- **Available data**:
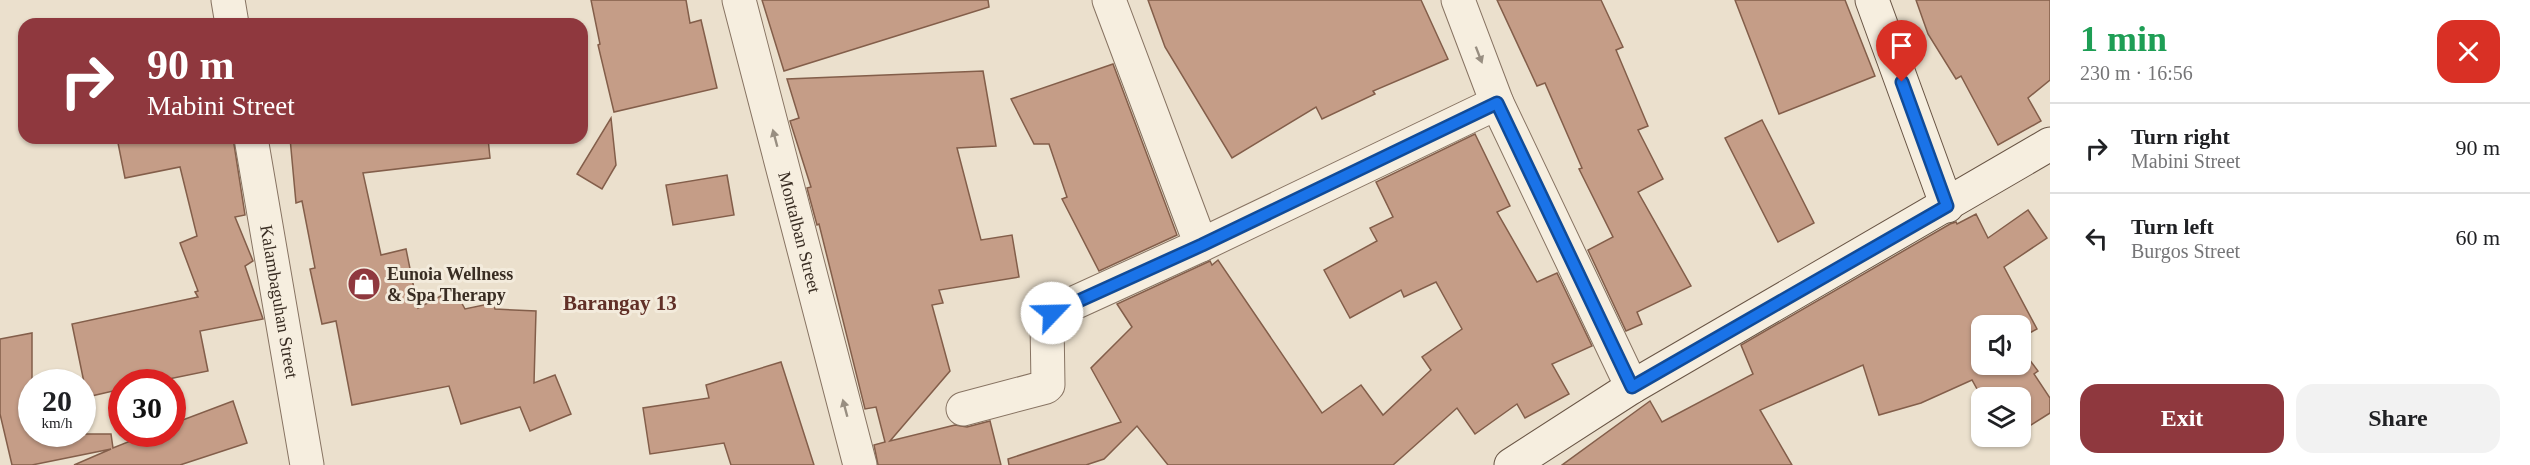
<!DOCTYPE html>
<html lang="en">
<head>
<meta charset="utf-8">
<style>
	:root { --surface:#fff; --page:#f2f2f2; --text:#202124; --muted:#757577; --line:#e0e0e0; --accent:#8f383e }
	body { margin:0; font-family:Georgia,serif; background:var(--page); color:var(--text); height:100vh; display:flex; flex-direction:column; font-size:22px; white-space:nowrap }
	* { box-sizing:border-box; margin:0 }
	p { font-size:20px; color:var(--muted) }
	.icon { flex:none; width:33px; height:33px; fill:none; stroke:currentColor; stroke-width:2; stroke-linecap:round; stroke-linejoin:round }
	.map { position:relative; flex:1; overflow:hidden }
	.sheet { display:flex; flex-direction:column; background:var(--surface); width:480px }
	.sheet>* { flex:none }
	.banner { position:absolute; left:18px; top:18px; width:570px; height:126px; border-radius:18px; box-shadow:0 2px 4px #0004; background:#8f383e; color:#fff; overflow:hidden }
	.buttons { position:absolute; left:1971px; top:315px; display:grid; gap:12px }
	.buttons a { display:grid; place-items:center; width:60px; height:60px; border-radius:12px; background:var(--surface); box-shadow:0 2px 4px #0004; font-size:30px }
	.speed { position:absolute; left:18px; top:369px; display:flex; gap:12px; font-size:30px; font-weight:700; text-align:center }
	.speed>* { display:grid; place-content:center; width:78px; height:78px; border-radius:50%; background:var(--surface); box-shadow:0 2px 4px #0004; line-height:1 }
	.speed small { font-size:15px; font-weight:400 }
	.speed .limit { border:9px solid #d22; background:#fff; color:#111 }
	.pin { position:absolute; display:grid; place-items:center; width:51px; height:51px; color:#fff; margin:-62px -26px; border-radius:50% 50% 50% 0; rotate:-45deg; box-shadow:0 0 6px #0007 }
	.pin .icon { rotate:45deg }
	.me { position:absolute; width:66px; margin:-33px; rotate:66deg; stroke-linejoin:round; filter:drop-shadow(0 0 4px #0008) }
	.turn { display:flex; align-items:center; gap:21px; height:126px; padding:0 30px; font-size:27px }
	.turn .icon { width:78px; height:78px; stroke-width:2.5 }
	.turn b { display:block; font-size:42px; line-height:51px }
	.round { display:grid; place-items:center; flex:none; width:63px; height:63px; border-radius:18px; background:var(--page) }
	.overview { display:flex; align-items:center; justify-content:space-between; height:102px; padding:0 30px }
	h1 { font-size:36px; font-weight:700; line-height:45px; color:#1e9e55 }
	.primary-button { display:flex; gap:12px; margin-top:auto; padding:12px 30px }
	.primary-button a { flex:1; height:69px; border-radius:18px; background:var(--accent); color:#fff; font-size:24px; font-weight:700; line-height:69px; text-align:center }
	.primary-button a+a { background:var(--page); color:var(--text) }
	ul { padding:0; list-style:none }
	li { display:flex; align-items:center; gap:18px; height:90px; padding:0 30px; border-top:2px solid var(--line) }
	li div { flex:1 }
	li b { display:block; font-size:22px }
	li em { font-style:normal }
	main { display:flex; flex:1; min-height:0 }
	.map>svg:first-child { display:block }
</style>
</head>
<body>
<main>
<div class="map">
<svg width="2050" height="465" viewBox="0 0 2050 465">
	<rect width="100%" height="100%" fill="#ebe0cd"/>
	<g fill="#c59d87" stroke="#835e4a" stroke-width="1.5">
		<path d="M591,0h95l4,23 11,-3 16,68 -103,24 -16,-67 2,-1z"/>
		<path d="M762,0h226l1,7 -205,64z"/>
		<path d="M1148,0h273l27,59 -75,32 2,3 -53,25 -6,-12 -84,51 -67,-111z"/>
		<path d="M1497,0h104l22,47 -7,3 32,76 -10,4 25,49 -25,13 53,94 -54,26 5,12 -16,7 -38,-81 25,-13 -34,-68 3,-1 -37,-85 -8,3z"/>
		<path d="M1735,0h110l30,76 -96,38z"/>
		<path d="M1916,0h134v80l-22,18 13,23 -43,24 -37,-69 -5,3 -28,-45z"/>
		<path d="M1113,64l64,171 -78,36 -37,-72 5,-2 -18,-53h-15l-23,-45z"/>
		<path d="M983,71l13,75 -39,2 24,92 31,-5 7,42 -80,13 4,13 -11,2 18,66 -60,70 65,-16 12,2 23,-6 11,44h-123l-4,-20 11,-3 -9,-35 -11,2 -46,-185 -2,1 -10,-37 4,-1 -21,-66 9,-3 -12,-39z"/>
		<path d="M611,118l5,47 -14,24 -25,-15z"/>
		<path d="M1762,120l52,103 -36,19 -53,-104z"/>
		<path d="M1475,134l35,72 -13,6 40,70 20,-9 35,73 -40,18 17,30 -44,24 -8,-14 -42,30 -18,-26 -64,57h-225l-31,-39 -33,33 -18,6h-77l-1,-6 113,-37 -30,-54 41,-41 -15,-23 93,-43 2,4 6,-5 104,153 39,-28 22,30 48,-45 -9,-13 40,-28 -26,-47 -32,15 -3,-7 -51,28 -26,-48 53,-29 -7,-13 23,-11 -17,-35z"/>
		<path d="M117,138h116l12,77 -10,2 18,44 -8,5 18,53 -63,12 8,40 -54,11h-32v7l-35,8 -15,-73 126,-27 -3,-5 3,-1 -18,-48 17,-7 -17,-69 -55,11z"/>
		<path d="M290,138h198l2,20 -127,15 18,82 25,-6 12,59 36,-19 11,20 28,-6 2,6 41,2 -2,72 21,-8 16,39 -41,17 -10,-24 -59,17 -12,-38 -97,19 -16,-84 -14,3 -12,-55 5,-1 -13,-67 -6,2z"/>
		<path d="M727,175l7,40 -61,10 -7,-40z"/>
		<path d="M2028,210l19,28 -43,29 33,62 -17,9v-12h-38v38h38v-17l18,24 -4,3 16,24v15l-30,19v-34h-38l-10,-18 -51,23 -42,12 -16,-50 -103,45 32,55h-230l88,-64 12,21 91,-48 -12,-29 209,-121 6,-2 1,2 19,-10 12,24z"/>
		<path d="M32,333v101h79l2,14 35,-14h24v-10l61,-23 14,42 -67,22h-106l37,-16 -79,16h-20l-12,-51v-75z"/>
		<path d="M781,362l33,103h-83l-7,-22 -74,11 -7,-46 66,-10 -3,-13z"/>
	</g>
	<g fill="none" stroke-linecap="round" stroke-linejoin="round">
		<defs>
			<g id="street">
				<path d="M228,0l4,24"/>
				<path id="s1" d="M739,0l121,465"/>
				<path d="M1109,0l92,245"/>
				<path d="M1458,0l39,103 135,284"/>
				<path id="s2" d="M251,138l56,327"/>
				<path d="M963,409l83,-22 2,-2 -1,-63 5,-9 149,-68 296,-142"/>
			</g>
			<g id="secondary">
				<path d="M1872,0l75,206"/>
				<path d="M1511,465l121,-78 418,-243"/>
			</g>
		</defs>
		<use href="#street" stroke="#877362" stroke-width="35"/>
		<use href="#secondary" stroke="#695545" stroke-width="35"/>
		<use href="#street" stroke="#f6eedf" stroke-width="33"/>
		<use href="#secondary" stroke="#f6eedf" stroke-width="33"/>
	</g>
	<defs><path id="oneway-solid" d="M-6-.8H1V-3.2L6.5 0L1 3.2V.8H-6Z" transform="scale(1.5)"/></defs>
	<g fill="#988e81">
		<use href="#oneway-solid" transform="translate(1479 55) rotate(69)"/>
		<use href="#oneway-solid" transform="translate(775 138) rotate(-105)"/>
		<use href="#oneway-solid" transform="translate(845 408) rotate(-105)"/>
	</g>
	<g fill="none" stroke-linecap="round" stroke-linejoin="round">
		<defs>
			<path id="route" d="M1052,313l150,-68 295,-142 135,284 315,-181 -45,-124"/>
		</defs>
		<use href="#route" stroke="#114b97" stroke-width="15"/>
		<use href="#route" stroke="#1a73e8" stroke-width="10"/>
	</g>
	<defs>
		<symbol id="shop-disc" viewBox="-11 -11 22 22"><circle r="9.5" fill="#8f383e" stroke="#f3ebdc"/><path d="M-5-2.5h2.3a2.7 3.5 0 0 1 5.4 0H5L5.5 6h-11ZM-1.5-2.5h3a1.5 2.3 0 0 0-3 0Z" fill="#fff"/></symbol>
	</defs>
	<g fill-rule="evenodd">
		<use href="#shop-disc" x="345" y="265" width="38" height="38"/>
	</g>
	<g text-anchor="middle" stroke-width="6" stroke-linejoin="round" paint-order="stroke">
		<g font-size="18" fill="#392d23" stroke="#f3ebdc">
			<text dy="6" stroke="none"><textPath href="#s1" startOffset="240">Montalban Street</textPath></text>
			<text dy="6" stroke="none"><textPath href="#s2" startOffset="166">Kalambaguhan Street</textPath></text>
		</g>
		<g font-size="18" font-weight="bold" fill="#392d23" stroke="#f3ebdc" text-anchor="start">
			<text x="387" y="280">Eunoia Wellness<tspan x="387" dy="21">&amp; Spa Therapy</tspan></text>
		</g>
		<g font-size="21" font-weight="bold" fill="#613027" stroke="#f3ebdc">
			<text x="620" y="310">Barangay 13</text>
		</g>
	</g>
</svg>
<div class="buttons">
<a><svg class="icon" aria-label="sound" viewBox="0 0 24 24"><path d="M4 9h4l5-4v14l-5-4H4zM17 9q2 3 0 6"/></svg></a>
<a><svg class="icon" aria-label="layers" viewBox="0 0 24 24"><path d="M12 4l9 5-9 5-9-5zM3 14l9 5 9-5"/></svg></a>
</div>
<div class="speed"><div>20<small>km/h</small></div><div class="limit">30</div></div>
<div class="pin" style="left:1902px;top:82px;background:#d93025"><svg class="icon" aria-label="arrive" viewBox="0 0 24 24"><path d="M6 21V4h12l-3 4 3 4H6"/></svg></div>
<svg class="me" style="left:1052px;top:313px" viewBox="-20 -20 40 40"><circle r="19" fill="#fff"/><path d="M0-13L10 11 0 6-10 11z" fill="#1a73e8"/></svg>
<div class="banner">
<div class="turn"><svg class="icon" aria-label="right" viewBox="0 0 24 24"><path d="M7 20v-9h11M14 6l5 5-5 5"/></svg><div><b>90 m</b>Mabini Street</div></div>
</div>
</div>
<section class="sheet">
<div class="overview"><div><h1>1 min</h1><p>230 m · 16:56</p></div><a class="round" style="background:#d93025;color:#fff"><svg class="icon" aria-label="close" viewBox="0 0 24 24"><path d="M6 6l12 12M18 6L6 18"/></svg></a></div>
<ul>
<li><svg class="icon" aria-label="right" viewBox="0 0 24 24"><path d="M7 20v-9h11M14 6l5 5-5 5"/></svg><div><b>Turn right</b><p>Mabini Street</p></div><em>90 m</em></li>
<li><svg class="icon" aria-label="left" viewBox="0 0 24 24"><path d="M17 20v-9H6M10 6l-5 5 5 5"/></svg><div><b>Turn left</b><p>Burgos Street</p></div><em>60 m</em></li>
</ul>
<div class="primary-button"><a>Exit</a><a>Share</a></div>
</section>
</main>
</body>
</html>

---

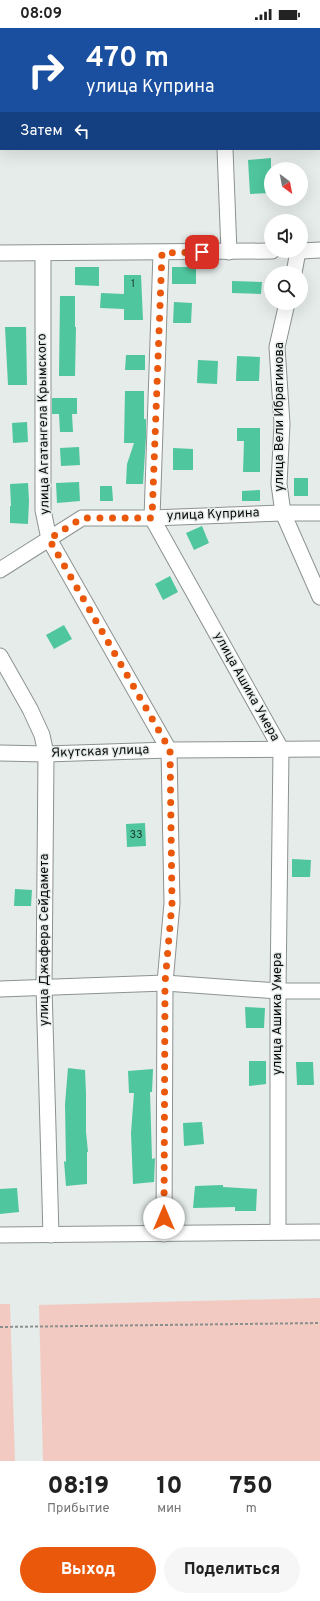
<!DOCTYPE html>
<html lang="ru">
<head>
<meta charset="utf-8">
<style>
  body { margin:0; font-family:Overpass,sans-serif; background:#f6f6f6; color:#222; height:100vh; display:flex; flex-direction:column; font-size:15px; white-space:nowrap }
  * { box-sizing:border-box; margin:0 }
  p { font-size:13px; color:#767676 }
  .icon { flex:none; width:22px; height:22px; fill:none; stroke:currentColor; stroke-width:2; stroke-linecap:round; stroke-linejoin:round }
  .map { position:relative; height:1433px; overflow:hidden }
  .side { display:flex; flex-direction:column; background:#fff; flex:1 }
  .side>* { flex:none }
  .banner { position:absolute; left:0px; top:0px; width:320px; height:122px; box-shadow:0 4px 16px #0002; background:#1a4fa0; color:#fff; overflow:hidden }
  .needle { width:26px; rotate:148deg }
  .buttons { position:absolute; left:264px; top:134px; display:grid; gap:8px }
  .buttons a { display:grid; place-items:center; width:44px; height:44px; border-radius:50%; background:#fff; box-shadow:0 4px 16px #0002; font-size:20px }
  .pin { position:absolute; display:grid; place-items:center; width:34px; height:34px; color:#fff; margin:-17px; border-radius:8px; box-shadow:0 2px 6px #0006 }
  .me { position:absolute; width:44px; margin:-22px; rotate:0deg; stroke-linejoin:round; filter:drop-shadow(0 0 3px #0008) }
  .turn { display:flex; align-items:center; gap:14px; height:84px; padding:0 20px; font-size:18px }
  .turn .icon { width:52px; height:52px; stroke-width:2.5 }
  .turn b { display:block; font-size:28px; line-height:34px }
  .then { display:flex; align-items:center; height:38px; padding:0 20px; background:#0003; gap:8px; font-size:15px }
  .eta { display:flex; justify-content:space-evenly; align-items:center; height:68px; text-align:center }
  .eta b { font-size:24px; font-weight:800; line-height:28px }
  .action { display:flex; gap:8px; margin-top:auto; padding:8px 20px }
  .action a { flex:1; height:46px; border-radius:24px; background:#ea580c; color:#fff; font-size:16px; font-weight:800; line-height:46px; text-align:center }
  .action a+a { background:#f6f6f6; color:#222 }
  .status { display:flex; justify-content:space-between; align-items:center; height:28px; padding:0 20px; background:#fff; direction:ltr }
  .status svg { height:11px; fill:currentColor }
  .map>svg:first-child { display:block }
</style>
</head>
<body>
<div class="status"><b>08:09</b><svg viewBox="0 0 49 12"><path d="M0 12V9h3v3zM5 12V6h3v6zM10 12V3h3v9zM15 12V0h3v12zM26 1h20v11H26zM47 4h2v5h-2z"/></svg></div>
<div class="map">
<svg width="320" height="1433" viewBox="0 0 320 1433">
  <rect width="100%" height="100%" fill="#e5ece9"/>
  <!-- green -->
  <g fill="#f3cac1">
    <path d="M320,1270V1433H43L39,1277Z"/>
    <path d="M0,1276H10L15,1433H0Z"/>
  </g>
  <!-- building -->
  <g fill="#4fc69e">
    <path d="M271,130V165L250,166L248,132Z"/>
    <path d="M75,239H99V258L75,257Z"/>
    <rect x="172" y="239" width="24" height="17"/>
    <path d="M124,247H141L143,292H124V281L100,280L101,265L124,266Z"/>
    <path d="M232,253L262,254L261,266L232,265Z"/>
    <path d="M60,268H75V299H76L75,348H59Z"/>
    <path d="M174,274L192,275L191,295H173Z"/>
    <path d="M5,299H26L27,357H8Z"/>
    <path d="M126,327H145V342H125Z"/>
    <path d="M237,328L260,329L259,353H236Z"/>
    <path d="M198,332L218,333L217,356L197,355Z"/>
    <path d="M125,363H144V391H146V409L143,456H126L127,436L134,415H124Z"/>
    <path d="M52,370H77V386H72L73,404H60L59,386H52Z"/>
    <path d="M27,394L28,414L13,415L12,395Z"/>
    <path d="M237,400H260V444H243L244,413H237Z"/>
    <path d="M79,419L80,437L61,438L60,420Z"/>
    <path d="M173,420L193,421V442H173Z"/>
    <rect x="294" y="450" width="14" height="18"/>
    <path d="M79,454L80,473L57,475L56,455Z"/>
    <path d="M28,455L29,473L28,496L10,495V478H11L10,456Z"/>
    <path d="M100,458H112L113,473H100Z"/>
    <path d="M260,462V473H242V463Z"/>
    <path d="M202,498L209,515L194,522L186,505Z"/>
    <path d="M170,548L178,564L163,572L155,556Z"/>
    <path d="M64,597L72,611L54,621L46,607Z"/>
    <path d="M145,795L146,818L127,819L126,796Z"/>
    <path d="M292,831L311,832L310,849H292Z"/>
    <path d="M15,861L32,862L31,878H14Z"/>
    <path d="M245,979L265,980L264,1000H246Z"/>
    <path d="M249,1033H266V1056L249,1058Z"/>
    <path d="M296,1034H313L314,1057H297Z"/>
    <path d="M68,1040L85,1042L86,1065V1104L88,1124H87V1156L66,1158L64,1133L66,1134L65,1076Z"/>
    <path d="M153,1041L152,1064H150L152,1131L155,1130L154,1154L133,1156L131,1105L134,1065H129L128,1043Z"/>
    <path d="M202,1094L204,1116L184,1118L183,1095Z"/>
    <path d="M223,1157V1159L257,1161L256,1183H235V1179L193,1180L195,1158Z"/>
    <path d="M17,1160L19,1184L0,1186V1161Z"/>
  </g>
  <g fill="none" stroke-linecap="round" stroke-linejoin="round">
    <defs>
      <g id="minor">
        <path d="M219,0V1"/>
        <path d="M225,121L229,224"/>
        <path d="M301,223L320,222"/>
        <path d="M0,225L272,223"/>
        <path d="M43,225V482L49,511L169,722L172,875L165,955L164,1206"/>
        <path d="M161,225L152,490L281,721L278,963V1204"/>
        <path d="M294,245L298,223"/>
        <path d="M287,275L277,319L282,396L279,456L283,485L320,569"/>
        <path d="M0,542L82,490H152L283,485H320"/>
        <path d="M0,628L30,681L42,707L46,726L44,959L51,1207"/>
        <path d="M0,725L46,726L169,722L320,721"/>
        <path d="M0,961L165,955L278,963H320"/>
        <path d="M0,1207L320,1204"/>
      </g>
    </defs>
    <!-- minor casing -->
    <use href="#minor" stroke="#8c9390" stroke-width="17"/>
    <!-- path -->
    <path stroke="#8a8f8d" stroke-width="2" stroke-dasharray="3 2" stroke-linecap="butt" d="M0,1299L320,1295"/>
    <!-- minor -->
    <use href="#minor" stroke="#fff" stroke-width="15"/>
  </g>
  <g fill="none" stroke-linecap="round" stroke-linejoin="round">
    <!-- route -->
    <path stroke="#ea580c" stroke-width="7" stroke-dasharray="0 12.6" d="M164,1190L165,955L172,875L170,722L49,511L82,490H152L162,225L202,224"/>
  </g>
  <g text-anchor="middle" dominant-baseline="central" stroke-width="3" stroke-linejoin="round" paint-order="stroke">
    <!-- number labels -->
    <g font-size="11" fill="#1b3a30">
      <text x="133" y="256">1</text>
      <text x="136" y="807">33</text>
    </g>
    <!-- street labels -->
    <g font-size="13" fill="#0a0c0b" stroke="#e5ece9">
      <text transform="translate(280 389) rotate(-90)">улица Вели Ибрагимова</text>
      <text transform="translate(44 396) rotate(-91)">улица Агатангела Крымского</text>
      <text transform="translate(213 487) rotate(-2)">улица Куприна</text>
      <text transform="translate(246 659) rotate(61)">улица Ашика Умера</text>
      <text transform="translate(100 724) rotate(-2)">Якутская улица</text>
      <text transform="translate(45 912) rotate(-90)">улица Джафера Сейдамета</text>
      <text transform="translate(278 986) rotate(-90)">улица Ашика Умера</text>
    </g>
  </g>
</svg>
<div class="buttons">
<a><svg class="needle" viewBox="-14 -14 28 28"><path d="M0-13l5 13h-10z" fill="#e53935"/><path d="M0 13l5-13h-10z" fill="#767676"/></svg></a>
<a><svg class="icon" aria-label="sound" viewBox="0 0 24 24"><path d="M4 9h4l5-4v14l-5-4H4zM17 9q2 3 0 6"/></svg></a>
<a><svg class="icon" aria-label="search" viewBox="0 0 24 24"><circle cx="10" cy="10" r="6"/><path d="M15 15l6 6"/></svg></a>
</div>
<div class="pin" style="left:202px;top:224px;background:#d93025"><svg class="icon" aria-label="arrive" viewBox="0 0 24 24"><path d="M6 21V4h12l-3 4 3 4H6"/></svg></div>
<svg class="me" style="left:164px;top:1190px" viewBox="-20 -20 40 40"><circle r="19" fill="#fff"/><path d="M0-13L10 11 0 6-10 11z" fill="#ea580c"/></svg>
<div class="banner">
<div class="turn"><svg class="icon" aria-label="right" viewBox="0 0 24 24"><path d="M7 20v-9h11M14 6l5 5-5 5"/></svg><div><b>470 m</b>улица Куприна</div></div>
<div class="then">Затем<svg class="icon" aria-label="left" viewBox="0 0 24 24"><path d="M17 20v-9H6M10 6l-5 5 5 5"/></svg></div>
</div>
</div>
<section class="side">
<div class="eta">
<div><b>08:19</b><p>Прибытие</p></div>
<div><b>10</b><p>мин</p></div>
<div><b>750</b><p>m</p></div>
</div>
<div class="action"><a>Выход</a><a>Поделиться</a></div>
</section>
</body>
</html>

- **Problem details**: Report the number of lines in the material above holding the word "buttons", without anything else.

- **The completed task**: 6